In cases when there is a high probability of virus and bacterial etiology of upper air passages infections or high risk of complications, the application of antibiotics is indicated.

 

Literature

1. http://healthkz.com/arhiv/4_iyun_2013/razvitie_respiratornoj_mediciny_v_kazahstane_lish_vopros_vremeni/

2. И.В. Андреева, О.У. Стецюк Инфекции дыхательных путей: новый взгляд на старые проблемы. Клиническая микробиология и антимикробная химиотерапия. 2009, Том 11, №2, C. 143-151.

3. Ball P, Baquero F, Cars O et al. Antibiotic therapy of community respiratory tract infections: strategies for optimal outcomes and minimized resistance emergence. J Antimicrob Chemother 2002; 49 (1): 31-40.

4. Schlemmer B. Impact of registration procedures on antibiotic polices. Clin Microbiol Infect Dis 2001; 7 (Suppl. 6): 5-8.
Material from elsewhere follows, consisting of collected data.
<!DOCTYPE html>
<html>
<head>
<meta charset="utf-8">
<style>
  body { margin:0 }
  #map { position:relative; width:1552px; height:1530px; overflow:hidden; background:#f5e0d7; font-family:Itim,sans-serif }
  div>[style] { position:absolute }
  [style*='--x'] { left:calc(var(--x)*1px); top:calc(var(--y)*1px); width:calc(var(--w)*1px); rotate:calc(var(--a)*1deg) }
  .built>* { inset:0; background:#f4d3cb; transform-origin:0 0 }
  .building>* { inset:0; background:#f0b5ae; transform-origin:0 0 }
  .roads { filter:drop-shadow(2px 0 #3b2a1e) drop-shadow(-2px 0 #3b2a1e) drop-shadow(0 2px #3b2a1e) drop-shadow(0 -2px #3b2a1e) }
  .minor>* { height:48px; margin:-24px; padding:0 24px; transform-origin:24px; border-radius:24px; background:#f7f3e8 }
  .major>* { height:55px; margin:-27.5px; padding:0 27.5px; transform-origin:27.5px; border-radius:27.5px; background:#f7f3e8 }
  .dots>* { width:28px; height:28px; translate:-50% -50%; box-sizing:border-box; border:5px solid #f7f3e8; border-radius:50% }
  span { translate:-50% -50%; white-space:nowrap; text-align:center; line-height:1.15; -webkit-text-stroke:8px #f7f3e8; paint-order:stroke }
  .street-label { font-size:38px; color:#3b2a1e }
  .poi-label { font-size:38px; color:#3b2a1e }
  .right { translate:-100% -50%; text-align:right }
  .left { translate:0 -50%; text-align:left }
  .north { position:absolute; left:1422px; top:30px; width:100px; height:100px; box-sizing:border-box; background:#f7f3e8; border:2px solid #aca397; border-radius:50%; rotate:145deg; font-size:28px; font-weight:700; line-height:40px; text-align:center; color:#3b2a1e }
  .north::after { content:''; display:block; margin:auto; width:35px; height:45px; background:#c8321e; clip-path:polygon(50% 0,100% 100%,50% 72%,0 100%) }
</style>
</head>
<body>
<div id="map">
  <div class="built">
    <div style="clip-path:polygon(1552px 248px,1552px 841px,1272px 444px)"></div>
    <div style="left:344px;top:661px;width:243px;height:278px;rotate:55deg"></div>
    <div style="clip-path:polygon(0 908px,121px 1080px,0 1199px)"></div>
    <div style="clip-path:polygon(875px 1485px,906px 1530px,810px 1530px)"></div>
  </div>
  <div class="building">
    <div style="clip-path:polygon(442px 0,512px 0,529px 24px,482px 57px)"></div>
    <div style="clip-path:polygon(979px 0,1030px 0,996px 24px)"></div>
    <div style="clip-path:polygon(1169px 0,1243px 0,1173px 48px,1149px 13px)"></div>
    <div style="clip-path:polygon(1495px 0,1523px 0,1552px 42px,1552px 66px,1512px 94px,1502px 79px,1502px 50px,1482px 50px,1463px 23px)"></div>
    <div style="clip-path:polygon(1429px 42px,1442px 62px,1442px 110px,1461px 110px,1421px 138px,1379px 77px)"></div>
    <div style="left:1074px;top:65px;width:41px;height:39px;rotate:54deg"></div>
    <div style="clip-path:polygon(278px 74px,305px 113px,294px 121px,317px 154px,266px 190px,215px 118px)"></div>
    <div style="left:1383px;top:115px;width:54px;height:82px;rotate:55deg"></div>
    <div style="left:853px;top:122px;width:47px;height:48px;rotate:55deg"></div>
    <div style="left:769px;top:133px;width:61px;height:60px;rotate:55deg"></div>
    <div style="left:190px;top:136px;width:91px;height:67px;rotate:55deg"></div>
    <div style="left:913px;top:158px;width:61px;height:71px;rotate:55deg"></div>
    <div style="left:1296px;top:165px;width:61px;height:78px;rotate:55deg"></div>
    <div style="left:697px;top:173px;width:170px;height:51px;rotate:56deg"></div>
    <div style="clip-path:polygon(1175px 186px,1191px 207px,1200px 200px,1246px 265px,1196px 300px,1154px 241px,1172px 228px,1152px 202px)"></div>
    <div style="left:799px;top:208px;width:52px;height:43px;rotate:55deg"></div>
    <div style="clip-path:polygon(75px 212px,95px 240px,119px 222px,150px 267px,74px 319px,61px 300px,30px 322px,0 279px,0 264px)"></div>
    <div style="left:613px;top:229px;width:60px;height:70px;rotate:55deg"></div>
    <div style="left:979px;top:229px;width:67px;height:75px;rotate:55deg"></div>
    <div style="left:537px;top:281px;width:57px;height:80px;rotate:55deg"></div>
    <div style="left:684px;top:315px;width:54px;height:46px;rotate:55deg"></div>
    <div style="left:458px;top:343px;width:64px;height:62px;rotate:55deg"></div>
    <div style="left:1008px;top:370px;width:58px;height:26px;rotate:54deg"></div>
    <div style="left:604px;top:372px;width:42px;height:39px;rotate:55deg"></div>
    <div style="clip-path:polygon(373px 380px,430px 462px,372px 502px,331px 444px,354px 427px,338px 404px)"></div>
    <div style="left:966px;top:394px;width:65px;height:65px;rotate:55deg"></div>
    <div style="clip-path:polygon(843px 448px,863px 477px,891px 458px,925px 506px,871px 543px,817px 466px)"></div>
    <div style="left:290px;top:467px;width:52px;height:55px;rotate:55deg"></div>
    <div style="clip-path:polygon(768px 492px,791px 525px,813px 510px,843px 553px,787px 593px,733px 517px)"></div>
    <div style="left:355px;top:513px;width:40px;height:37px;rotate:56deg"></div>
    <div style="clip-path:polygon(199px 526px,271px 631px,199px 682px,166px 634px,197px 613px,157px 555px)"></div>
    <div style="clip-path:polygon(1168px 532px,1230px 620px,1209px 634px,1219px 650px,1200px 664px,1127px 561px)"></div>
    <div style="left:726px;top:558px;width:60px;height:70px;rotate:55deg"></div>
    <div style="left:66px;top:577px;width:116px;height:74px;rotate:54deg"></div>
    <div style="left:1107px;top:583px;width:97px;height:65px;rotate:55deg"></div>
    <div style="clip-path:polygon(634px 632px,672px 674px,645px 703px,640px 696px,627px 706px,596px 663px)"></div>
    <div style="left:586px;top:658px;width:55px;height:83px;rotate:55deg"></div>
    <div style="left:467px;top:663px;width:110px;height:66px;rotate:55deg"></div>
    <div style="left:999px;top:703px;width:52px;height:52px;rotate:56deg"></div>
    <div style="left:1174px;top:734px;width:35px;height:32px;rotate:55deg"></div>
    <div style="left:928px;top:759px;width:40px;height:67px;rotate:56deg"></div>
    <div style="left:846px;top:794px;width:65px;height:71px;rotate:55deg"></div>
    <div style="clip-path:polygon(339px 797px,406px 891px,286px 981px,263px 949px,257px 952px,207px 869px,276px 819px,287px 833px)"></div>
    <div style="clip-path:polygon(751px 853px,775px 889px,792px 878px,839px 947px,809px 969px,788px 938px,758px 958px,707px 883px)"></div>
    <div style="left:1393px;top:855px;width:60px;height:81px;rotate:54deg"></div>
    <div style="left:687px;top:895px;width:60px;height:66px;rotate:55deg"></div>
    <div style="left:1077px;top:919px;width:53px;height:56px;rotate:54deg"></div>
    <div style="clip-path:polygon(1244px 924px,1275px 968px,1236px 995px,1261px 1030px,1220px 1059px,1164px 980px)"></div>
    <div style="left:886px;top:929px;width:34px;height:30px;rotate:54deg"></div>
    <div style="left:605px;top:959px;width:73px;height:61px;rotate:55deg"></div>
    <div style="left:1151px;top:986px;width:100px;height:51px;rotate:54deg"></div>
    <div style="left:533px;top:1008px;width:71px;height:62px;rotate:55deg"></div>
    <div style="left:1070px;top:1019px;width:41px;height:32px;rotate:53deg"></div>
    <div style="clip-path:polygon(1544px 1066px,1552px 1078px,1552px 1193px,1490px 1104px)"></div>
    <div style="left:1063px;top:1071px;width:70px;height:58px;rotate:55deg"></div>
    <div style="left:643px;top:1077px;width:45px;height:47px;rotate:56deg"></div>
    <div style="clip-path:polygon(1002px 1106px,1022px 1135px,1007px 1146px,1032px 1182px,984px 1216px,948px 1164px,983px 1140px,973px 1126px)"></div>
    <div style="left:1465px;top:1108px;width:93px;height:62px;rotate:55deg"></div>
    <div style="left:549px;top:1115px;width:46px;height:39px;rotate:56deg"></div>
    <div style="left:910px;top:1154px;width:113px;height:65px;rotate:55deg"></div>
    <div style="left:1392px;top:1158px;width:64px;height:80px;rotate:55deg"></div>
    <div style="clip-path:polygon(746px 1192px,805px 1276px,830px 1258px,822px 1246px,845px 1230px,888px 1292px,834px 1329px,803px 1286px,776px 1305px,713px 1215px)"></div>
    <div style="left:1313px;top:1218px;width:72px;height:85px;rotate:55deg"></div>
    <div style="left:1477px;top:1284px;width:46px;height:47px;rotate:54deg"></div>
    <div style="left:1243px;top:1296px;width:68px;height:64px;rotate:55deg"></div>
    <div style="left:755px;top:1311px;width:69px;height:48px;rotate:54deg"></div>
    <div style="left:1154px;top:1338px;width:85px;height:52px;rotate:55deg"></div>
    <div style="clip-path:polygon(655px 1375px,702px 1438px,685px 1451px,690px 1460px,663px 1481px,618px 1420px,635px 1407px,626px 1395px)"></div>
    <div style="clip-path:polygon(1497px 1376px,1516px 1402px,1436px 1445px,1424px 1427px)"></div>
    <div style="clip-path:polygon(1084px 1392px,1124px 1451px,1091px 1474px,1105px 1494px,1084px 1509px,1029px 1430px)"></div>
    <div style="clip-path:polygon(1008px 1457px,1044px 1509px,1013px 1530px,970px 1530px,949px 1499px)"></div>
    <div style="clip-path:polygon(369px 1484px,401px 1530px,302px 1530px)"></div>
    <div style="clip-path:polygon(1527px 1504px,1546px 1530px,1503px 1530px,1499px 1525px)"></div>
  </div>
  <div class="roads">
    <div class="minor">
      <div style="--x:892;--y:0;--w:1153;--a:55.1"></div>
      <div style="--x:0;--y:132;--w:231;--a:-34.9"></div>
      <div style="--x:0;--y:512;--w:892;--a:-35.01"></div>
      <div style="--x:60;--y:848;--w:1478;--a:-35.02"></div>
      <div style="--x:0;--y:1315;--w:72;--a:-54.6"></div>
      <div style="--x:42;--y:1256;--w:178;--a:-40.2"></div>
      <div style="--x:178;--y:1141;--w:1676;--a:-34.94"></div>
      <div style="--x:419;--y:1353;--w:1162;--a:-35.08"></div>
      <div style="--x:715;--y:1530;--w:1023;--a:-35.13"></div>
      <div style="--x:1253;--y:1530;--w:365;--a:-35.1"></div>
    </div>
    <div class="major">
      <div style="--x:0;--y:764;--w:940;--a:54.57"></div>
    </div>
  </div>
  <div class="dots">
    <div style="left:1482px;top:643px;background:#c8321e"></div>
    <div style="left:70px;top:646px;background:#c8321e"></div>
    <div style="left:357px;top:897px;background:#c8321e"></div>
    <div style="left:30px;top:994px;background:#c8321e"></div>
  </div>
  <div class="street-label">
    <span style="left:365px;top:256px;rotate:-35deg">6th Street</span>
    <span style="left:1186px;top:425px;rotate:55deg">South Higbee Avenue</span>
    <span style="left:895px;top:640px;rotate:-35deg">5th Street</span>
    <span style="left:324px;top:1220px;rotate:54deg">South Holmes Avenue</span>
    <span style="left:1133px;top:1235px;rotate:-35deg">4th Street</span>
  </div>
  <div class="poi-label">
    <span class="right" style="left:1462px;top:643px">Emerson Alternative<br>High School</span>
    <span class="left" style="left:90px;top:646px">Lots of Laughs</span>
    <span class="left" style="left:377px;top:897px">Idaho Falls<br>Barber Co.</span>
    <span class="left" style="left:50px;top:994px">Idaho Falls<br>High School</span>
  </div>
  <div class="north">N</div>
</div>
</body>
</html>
5. Gonzales R, Bartlett JG, Besser RE et al. Principles of appropriate antibiotic use for treatment of acute respiratory tract infections in adults: background, specific aims, and methods. Ann Intern Med 2001; 134 (6): 479-86.

6. Snow V, Gonzales R. Principles of appropriate antibiotic use for treatment of nonspecific upper respiratory tract infections in adults. Ann Intern Med 2001; 134 (6): 487-9.